TRY IT: Your answer must be an exact copy of every record.

Stored items:

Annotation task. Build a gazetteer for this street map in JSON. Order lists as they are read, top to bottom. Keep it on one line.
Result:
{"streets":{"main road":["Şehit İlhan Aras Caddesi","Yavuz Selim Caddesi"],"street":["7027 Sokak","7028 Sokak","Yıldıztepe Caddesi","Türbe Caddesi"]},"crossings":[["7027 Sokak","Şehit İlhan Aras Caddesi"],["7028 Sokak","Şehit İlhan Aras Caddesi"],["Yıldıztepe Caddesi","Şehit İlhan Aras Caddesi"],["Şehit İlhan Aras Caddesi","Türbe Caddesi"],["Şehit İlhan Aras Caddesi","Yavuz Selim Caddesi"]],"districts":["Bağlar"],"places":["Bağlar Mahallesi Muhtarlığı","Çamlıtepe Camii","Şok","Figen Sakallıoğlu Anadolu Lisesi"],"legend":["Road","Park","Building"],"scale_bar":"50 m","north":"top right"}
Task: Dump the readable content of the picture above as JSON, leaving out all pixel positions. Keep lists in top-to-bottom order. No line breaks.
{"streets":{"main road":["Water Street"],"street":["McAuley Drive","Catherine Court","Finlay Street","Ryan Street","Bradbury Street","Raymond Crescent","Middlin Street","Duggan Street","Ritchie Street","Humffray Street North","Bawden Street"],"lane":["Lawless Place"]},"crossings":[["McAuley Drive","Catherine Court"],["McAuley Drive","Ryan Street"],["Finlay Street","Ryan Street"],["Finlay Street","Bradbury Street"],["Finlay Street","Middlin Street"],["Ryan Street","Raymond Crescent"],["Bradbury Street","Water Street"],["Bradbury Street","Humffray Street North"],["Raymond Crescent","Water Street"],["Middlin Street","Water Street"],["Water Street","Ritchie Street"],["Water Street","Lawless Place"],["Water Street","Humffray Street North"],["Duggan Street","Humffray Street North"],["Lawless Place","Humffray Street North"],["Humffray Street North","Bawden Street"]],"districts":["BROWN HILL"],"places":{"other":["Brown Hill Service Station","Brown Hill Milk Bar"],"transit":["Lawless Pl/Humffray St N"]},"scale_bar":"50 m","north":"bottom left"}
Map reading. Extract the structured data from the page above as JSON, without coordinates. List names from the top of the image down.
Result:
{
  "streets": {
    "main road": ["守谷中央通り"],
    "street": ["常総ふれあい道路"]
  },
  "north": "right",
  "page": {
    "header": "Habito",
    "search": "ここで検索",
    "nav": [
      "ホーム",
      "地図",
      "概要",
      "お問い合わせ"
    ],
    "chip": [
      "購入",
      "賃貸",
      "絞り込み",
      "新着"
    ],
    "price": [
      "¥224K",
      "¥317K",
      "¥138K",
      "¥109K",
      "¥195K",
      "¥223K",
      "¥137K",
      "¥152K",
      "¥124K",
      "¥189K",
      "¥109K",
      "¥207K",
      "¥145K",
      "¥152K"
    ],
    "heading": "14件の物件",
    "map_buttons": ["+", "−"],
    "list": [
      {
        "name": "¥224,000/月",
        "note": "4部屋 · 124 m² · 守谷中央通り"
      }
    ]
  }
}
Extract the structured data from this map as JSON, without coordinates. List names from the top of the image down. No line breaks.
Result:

EXERCISE RESULT:
Annotation task. Build a gazetteer for this street map in JSON. Order lists as they are read, top to bottom. Keep it on one line.
Result:
{"streets":{"main road":["Şehit İlhan Aras Caddesi","Yavuz Selim Caddesi"],"street":["7027 Sokak","7028 Sokak","Yıldıztepe Caddesi","Türbe Caddesi"]},"crossings":[["7027 Sokak","Şehit İlhan Aras Caddesi"],["7028 Sokak","Şehit İlhan Aras Caddesi"],["Yıldıztepe Caddesi","Şehit İlhan Aras Caddesi"],["Şehit İlhan Aras Caddesi","Türbe Caddesi"],["Şehit İlhan Aras Caddesi","Yavuz Selim Caddesi"]],"districts":["Bağlar"],"places":["Bağlar Mahallesi Muhtarlığı","Çamlıtepe Camii","Şok","Figen Sakallıoğlu Anadolu Lisesi"],"legend":["Road","Park","Building"],"scale_bar":"50 m","north":"top right"}
Task: Dump the readable content of the picture above as JSON, leaving out all pixel positions. Keep lists in top-to-bottom order. No line breaks.
{"streets":{"main road":["Water Street"],"street":["McAuley Drive","Catherine Court","Finlay Street","Ryan Street","Bradbury Street","Raymond Crescent","Middlin Street","Duggan Street","Ritchie Street","Humffray Street North","Bawden Street"],"lane":["Lawless Place"]},"crossings":[["McAuley Drive","Catherine Court"],["McAuley Drive","Ryan Street"],["Finlay Street","Ryan Street"],["Finlay Street","Bradbury Street"],["Finlay Street","Middlin Street"],["Ryan Street","Raymond Crescent"],["Bradbury Street","Water Street"],["Bradbury Street","Humffray Street North"],["Raymond Crescent","Water Street"],["Middlin Street","Water Street"],["Water Street","Ritchie Street"],["Water Street","Lawless Place"],["Water Street","Humffray Street North"],["Duggan Street","Humffray Street North"],["Lawless Place","Humffray Street North"],["Humffray Street North","Bawden Street"]],"districts":["BROWN HILL"],"places":{"other":["Brown Hill Service Station","Brown Hill Milk Bar"],"transit":["Lawless Pl/Humffray St N"]},"scale_bar":"50 m","north":"bottom left"}
Map reading. Extract the structured data from the page above as JSON, without coordinates. List names from the top of the image down.
Result:
{
  "streets": {
    "main road": ["守谷中央通り"],
    "street": ["常総ふれあい道路"]
  },
  "north": "right",
  "page": {
    "header": "Habito",
    "search": "ここで検索",
    "nav": [
      "ホーム",
      "地図",
      "概要",
      "お問い合わせ"
    ],
    "chip": [
      "購入",
      "賃貸",
      "絞り込み",
      "新着"
    ],
    "price": [
      "¥224K",
      "¥317K",
      "¥138K",
      "¥109K",
      "¥195K",
      "¥223K",
      "¥137K",
      "¥152K",
      "¥124K",
      "¥189K",
      "¥109K",
      "¥207K",
      "¥145K",
      "¥152K"
    ],
    "heading": "14件の物件",
    "map_buttons": ["+", "−"],
    "list": [
      {
        "name": "¥224,000/月",
        "note": "4部屋 · 124 m² · 守谷中央通り"
      }
    ]
  }
}
Extract the structured data from this map as JSON, without coordinates. List names from the top of the image down. No line breaks.
Result:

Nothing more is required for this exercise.